Dense models at inference time are constrained by memory bandwidth, not compute. The GPU computes fast, but can't read parameters from HBM (High Bandwidth Memory) fast enough to keep the compute units busy.

For a transformer processing a single token:

Forward pass requires reading all model parameters once
Reading 70B parameters at FP16 requires reading 140 GB
A100's HBM bandwidth: ~2 TB/s
Time to read 140 GB: ~70 ms just for memory reads

This is the memory bandwidth bottleneck: inference is slow not because the GPU can't compute fast enough, but because it can't read model weights fast enough.

MoE models make this worse in a specific way: for a single token, you only activate k/N of the experts. But to determine which experts to activate, you need to run the router, which means the token has to be in the context of all experts' routing scores. And since experts are on different devices (or in different memory locations), there's no escaping the memory reads for at least the router itself.
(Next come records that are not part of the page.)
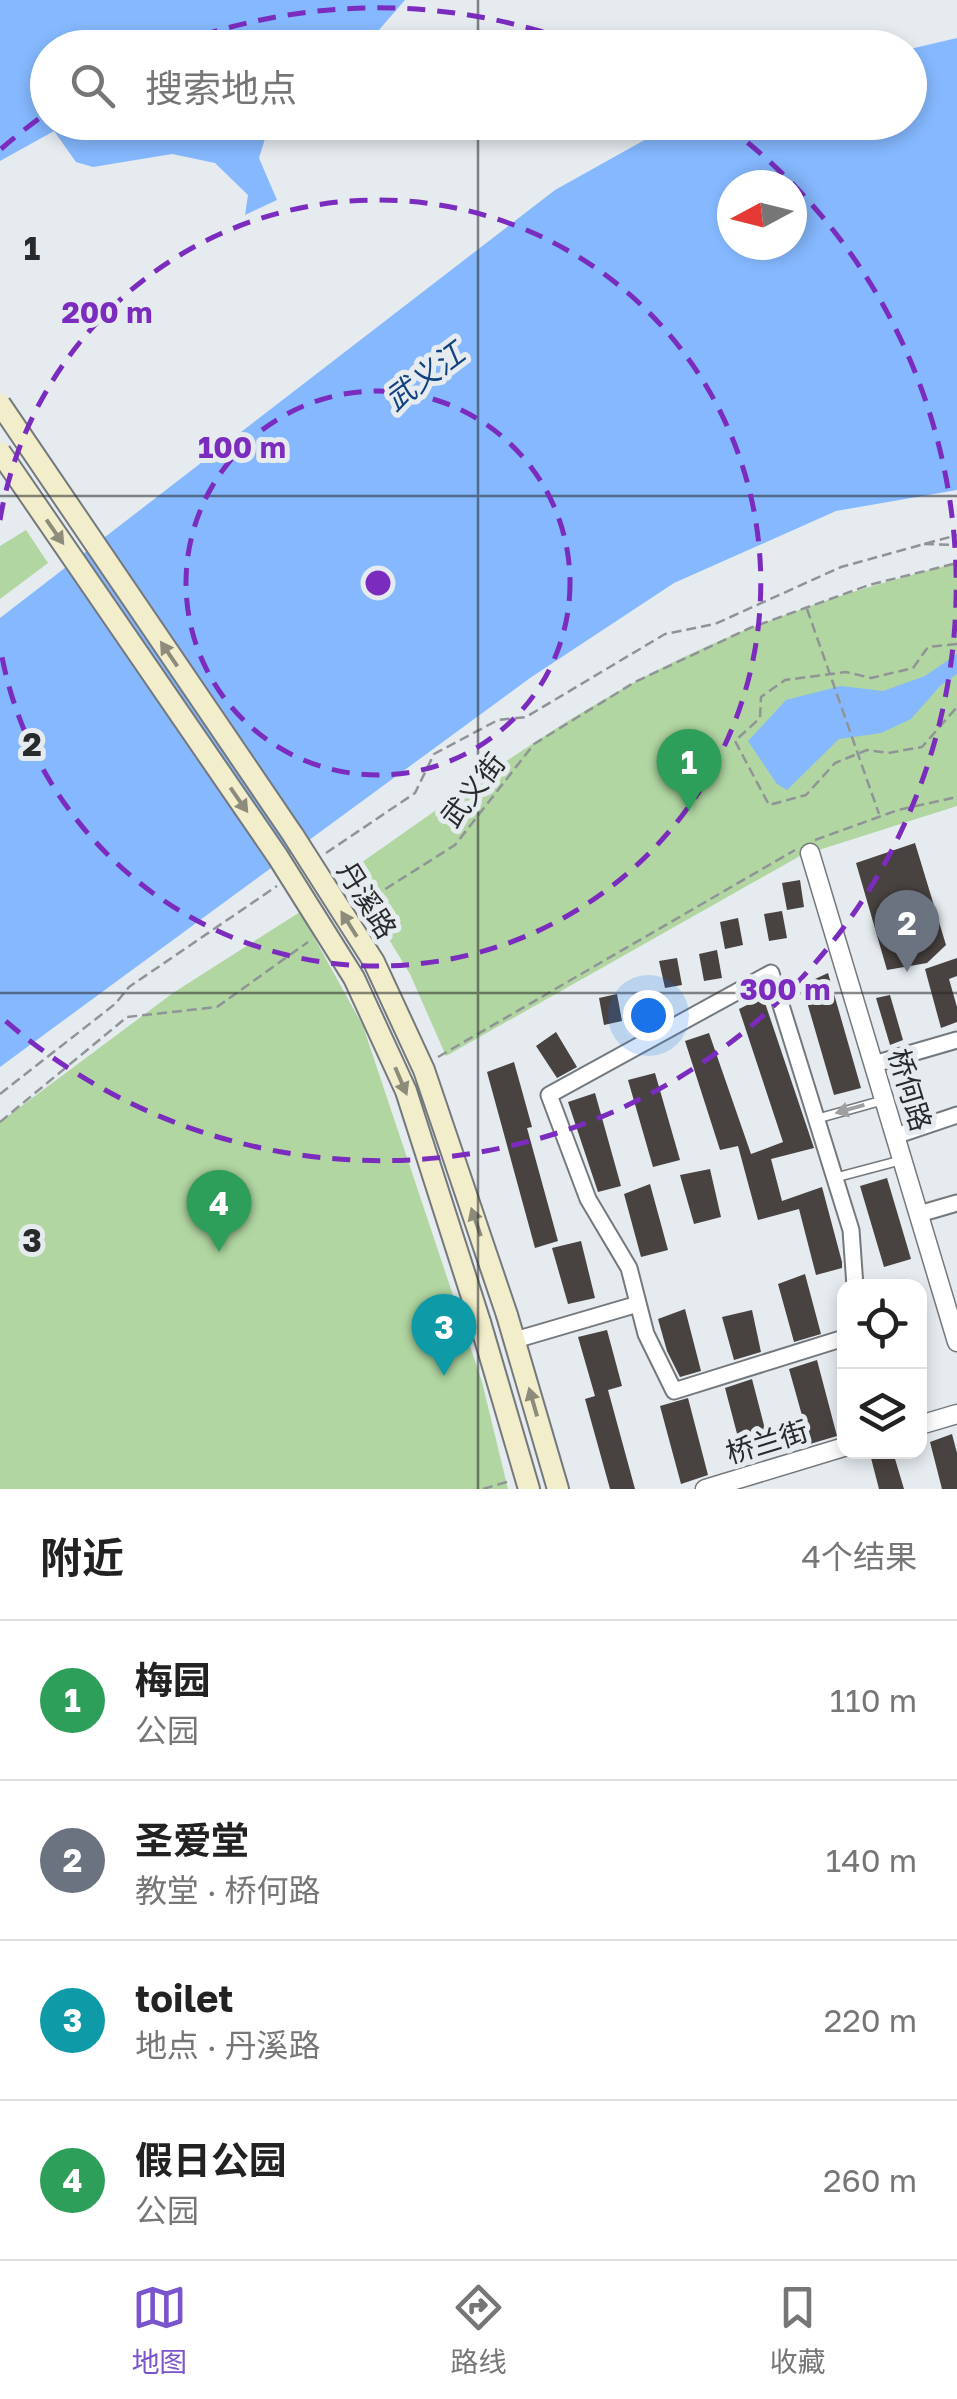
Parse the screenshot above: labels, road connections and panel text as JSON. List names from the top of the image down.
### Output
{
  "streets": {
    "main road": ["丹溪路"],
    "street": ["桥何路", "桥兰街"],
    "path": ["武义街"]
  },
  "water": ["武义江"],
  "north": "left",
  "page": {
    "search": "搜索地点",
    "pins": [
      "1",
      "2",
      "4",
      "3"
    ],
    "heading": ["附近", "4个结果"],
    "list": [
      {
        "mark": "1",
        "name": "梅园",
        "note": "公园",
        "value": "110 m"
      },
      {
        "mark": "2",
        "name": "圣爱堂",
        "note": "教堂 · 桥何路",
        "value": "140 m"
      },
      {
        "mark": "3",
        "name": "toilet",
        "note": "地点 · 丹溪路",
        "value": "220 m"
      },
      {
        "mark": "4",
        "name": "假日公园",
        "note": "公园",
        "value": "260 m"
      }
    ],
    "nav": ["地图", "路线", "收藏"]
  },
  "grid": {
    "rows": ["1", "2", "3"]
  },
  "rings": ["200 m", "100 m", "300 m"]
}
However, for large batches, MoE models behave much better relative to dense models:

Dense 70B: processes 1 token or 1000 tokens at the same memory read cost (~70ms either way)
MoE 47B (13B active): processes 1 token at ~26ms memory read, 1000 tokens at similar cost

At small batch sizes, both dense and MoE are memory-bandwidth-bound. At large batch sizes, compute starts to matter more, and MoE's FLOPs advantage becomes a real throughput advantage.

def estimate_inference_latency(
    model_params_B: float,
    active_params_B: float,  # For dense models: same as model_params_B
    batch_size: int,
    seq_len: int,
    hbm_bandwidth_TB_s: float = 2.0,  # A100 HBM2e bandwidth
    tflops: float = 312.0,            # A100 FP16 TFLOPS
) -> dict:
    """
    Estimate inference latency for dense vs MoE models.

    In the memory-bandwidth-limited regime (small batch),
    latency is dominated by memory reads.

    In the compute-limited regime (large batch),
    latency is dominated by FLOPs.
    """
    # Memory read time: all parameters must be loaded regardless of batch size
    memory_bytes = model_params_B * 1e9 * 2  # FP16 = 2 bytes
    memory_read_time_s = memory_bytes / (hbm_bandwidth_TB_s * 1e12)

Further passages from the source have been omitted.